- Born: 21 March 1972 (age 54) Nairobi, Kenya
- Education: United World College of the Atlantic University of Bristol University College, London
- Known for: Youngest documented person to find hominoid fossil
- Spouse: Prince Emmanuel de Merode ​ ​(m. 2003)​
- Children: Princess Seiyia de Merode Princess Alexia de Merode
- Parent(s): Richard Leakey Meave Epps
- Relatives: House of Merode (by marriage)
- Scientific career
- Fields: Paleontology

= Louise Leakey =

Kenyan paleontologist

Princess Louise de Merode (née Leakey, born 21 March 1972) is a Kenyan paleontologist and anthropologist. She conducts research and field work on human fossils in Eastern Africa.

==Early life and education==
Louise Leakey was born in Nairobi, Kenya, to Kenyan paleoanthropologist, conservationist and politician Richard Leakey and British paleoanthropologist Meave Leakey in 1972, the same year that her paleoanthropologist grandfather, Louis Leakey, died. She first became actively involved in fossil discoveries in 1977, when at the age of five she became the youngest documented person to find a hominoid fossil.

Leakey earned her International Baccalaureate from United World College of the Atlantic and a Bachelor of Science degree in geology and biology from the University of Bristol. She earned a PhD from University College, London in 2001.

==Career==
In 1993, Leakey joined her mother as a co-leader of paleontological expeditions in northern Kenya.
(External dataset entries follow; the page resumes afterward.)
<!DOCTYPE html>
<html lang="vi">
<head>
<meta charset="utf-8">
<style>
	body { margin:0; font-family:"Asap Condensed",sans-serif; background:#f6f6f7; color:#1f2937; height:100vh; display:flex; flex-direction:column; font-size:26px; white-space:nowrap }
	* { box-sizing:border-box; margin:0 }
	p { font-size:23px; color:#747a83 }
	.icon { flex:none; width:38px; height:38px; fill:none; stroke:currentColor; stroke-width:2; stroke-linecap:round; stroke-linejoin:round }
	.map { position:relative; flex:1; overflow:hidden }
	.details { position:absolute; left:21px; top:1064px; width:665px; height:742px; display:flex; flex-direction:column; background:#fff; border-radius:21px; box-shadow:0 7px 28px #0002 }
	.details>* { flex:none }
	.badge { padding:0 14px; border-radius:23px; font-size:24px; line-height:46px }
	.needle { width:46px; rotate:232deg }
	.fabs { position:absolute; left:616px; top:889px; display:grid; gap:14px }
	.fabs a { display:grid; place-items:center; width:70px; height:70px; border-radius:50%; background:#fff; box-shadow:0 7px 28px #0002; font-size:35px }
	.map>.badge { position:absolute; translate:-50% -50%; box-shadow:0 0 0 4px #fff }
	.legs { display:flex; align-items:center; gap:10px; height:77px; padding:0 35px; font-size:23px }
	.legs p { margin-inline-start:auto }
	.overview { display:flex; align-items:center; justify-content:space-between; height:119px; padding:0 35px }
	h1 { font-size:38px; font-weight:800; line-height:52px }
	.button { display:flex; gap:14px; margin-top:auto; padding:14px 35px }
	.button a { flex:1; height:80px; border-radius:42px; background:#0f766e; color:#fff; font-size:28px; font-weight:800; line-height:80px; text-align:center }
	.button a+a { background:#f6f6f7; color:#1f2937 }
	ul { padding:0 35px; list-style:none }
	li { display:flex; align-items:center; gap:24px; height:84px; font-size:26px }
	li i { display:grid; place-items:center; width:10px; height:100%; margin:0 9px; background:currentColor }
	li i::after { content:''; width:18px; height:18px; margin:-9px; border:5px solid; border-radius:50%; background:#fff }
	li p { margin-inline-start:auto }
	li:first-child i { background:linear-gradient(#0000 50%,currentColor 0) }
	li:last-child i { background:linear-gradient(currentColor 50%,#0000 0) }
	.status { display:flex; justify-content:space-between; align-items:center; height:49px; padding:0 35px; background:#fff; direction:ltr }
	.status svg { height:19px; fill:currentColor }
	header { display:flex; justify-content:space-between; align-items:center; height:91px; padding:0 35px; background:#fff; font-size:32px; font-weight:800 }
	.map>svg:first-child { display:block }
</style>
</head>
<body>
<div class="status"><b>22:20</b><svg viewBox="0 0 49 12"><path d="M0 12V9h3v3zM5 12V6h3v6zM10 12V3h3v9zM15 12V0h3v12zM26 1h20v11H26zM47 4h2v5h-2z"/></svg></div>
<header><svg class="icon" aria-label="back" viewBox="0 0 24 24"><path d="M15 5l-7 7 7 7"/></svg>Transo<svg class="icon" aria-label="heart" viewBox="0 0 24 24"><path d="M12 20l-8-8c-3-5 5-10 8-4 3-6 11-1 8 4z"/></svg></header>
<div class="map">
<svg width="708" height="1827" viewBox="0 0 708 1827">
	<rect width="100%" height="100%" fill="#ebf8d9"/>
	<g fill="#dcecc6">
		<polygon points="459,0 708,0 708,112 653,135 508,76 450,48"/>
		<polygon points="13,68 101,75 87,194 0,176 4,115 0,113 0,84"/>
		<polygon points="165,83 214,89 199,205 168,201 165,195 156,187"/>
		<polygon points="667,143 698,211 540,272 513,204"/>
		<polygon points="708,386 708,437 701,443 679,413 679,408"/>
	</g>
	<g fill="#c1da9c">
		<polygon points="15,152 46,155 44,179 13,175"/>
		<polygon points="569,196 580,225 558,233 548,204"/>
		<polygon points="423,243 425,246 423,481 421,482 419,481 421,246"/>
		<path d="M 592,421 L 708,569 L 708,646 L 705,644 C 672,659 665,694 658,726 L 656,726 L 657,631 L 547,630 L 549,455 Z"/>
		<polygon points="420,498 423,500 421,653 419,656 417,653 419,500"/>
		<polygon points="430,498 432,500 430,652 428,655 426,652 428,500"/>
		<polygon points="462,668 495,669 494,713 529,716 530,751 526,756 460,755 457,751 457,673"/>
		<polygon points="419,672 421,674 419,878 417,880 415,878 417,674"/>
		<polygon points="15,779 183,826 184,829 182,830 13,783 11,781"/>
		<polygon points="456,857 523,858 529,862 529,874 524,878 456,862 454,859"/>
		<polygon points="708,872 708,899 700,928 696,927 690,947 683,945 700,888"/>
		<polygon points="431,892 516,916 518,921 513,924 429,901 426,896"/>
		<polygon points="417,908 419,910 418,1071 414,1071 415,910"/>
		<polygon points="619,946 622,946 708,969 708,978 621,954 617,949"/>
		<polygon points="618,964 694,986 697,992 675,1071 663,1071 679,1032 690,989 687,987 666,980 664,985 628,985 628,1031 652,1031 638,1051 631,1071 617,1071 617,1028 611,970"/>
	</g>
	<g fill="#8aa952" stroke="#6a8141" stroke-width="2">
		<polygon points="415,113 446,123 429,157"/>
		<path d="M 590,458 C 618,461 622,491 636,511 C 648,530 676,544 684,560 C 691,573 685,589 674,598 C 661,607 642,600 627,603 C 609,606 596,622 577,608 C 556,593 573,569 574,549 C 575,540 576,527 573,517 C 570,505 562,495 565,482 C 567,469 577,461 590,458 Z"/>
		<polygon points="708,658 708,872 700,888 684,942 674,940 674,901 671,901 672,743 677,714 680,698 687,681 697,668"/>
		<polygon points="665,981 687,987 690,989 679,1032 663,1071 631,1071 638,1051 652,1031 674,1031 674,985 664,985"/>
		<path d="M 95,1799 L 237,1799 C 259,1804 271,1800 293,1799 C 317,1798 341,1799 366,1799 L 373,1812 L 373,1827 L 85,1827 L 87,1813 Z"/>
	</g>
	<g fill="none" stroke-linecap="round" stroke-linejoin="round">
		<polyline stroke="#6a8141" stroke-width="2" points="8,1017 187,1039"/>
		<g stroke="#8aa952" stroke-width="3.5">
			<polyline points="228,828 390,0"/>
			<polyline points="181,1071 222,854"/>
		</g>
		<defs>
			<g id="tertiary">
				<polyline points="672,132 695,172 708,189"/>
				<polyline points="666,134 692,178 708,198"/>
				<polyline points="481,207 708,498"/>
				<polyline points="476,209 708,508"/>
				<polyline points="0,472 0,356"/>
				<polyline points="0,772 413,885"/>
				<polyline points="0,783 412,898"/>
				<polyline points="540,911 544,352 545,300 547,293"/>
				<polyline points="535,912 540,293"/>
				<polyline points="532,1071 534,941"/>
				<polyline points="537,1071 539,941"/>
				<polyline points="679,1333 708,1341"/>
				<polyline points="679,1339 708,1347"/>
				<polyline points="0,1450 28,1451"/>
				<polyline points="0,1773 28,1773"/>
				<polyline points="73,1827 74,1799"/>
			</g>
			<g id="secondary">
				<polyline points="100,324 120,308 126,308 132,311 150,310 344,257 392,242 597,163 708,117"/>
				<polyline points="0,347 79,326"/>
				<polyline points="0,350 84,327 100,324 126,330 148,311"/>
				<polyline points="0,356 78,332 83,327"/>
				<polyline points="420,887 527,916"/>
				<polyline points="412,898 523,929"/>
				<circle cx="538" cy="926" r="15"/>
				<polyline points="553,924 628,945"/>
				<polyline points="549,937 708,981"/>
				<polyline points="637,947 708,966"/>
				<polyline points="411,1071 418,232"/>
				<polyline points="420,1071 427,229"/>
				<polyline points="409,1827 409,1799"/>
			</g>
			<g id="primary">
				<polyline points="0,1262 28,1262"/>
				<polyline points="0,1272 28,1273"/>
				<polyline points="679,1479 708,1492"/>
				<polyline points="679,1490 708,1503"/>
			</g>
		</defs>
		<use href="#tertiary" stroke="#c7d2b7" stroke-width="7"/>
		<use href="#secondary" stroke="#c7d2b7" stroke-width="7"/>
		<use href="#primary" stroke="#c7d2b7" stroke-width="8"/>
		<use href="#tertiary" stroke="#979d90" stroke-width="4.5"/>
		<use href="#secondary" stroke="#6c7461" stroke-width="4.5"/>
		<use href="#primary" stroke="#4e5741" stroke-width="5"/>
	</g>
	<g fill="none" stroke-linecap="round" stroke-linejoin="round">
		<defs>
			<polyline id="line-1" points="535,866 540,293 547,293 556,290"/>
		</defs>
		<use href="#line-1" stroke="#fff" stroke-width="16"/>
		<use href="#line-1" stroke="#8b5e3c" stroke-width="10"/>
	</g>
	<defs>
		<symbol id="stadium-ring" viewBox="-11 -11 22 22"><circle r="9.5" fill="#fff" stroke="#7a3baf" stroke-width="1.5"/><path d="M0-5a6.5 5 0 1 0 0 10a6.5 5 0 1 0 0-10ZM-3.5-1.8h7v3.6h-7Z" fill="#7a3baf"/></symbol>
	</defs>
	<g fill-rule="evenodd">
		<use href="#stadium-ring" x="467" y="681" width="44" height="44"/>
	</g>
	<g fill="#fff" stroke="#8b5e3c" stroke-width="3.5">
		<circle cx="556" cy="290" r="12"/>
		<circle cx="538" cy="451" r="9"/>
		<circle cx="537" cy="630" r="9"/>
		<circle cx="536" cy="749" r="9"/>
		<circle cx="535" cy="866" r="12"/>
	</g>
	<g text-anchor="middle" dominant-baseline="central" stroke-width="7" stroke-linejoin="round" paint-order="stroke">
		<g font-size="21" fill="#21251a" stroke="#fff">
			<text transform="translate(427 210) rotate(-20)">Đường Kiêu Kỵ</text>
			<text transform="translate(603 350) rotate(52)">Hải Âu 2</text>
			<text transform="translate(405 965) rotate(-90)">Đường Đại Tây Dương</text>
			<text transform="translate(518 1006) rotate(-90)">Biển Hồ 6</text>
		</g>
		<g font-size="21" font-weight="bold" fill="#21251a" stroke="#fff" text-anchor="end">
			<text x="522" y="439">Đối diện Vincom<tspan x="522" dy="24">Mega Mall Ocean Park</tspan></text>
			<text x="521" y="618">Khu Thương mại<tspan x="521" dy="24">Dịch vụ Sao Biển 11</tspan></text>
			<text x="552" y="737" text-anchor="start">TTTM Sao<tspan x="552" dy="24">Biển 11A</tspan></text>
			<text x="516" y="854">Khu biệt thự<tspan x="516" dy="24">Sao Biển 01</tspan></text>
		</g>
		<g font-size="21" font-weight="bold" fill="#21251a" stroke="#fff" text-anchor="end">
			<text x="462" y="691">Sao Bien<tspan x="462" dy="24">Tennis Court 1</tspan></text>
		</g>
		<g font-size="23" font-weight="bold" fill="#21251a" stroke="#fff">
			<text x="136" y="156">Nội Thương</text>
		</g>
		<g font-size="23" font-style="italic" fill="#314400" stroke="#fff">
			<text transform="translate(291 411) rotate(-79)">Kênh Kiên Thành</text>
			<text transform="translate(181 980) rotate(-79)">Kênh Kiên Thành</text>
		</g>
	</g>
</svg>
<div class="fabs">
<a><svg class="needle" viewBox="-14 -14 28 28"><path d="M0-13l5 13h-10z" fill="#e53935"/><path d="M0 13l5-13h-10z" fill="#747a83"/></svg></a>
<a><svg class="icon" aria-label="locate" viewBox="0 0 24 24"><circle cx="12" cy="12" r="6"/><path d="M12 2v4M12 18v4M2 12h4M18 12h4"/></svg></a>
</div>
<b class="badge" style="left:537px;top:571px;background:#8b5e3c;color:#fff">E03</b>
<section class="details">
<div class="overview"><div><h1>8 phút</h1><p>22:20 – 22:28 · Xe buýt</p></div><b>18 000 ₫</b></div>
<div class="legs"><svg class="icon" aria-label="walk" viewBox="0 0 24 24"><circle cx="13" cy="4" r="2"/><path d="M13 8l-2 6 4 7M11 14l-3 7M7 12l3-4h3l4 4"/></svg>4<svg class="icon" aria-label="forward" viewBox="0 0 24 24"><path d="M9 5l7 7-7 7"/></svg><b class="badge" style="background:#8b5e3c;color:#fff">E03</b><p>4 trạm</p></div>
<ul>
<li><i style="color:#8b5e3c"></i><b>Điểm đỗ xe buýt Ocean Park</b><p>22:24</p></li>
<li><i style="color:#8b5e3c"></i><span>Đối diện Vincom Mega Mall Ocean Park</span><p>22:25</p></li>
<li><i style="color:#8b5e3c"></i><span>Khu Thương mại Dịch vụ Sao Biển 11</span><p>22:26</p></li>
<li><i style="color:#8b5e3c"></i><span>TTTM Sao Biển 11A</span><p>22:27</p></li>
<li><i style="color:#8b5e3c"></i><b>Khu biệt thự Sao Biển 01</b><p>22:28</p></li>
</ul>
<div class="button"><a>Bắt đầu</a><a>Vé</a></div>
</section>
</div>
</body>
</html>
The Koobi Fora research project has been the main program behind some of the most notable hominid fossil discoveries of the past two decades, the most recent being Kenyanthropus platyops.

Leakey has promoted an initiative to place digital models of fossil collections in a virtual laboratory, African Fossils, where models can be downloaded, 3D printed or cut in cardboard for reassembly.

==Personal life==
In 2003, Leakey married Prince Emmanuel de Merode, a Belgian primatologist. She is styled princesse de Merode by marriage. The couple have two daughters.